In the pressure chamber 43, a supply line 44 for servo air opens, and if the piston 38 is charged with this servo air, it drives the rod 3 6 against the force of the spring 40 and with this it against the free rod abutting valve body 23 in the direction of the arrow x, so that the latter leaves the valve seat 25 and clears the way for the heavy oil supplied at 20.

The heavy oil flows through the outlet chamber 26 and enters the bore 28. In this, the amount of the heavy oil to be burned is determined by a measuring regulator 46 which changes the bore cross-section. Below the rod-shaped measuring regulator 46, a supply channel 48 opens in the bore 28 for the primary burner air (arrow y) which mixes with the heavy oil at the bore outlet.

The annular space 50 existing between the oil line pipe 33 and the casing pipe 14 surrounding it is supplied by side openings 51 in the spigot 14 with secondary air (arrow z) which washes around the mouth edge 34 of the oil line pipe 33 and prevents the formation of a shell on it.

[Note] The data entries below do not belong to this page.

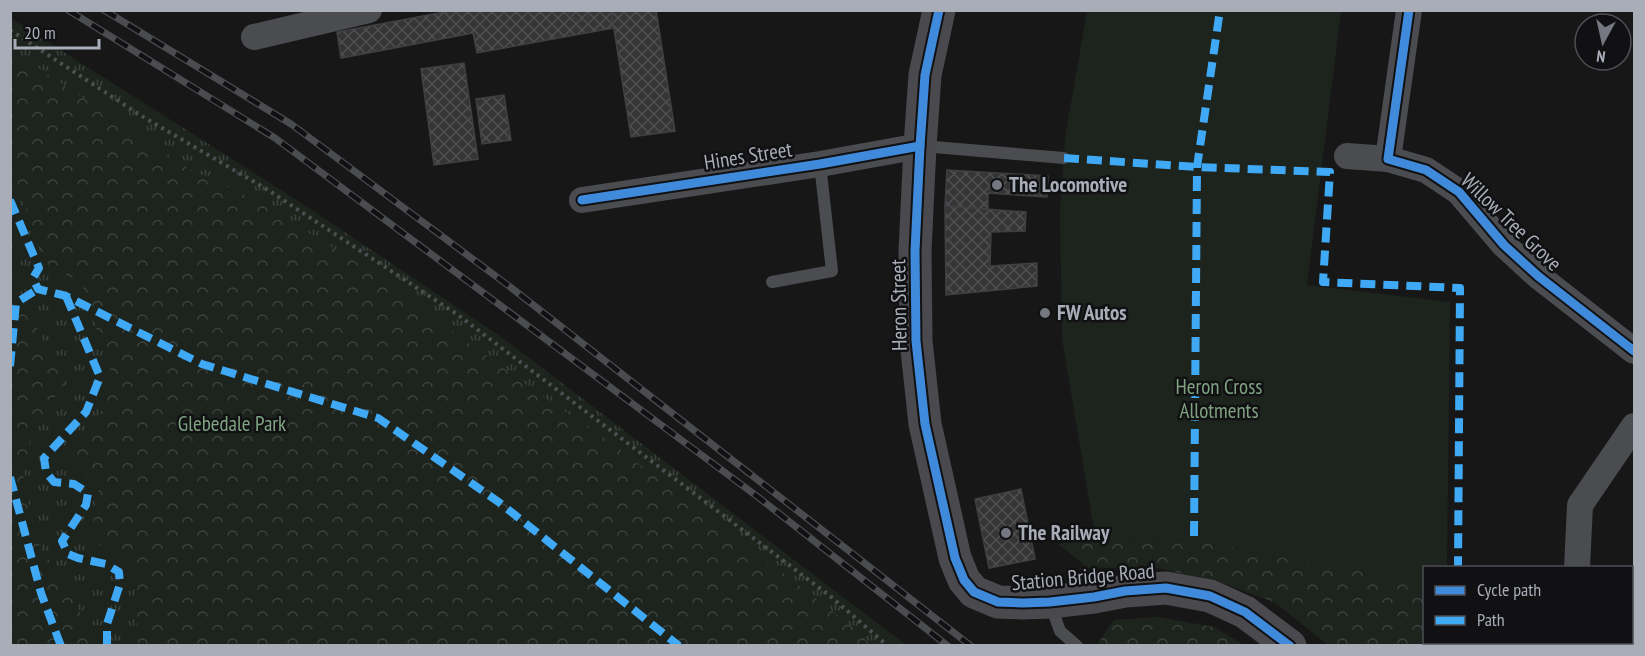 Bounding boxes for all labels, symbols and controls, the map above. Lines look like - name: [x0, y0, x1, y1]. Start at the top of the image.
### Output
- scale bar: [15, 12, 99, 50]
- north arrow: [1573, 12, 1633, 72]
- text: 20 m: [24, 21, 56, 44]
- text: N: [1595, 46, 1607, 67]
- street label: Hines Street: [702, 135, 794, 176]
- street label: Willow Tree Grove: [1455, 167, 1567, 277]
- place label: The Locomotive: [1009, 171, 1127, 198]
- marker: The Locomotive: [990, 178, 1004, 192]
- street label: Heron Street: [884, 259, 913, 351]
- place label: FW Autos: [1057, 299, 1127, 326]
- marker: FW Autos: [1038, 306, 1052, 320]
- park label: Heron Cross Allotments: [1176, 373, 1262, 424]
- park label: Glebedale Park: [178, 410, 286, 437]
- place label: The Railway: [1018, 519, 1110, 546]
- marker: The Railway: [999, 526, 1013, 540]
- street label: Station Bridge Road: [1010, 557, 1156, 596]
- legend: [1423, 566, 1633, 644]
- text: Cycle path: [1477, 578, 1541, 601]
- text: Path: [1477, 608, 1505, 631]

The standing flame F on the oil supply pipe 32 usually has

a length q of 1500 mm and a maximum width b of 150 mm.

Claims (9)

1. Atomizing burner with a nozzle tube with a mouth edge for supplying liquid fuel to a flame chamber, characterized in that the nozzle tube (33) for burning heavy oil is surrounded by a jacket tube (14), which projects above the mouth edge (34) of the nozzle tube and with this forms an annular space (50) and in addition a protrusion (h) for secondary air (Z) which can be supplied to the heavy oil in the direction of flow following a primary air flow (y), and that the jacket tube (14) is provided with side openings (51) for the introduction of the secondary air (Z ) in the annulus (50). 2. Atomization burner according to claim 1, characterized in that the protrusion (h) of the jacket tube (14) corresponds to approx. 10 times the diameter (e) of the nozzle tube (33). 3. Atomization burner according to claim 1 or 2, characterized in that the nozzle tube (33) with the jacket tube (14) is connected at one end to a block (12) with at least one valve (22-25) for the heavy oil. 4. Atomization burner according to claim 3, characterized in that in the block (12) in a valve chamber (22) connected in front of the nozzle pipe (33) a valve body (23) movable towards a power accumulator (24) is arranged, which by means of the rod (36) until a piston (38) can be moved away from a valve seat. 5. Atomization burner according to claim 3 or 4, characterized in that the piston (38), which is provided with the rod (36), is designed to be applied with compressed air. 6. Atomization burner according to claim 1 or 3, characterized by a cross-section regulating measuring regulator (46) for the heavy oil is placed after the valve (22-25) in the flow cross-section. 7. Atomization burner according to claim one of claims 3-6, characterized in that. at least one air supply channel (48) is arranged after the valve (22-25). 8. Procedure for operating an atomization burner for burning heavy oil according to one of the claims 1-7, characterized in that heavy oil and primary air are mixed in a burner channel, which in the burner channel is led as a mixture to a mouth edge of the burner channel, and that this outside the flame secondary air is supplied. 9. Method according to claim 8, characterized in that the primary and secondary air flow is maintained independently of the oil supply.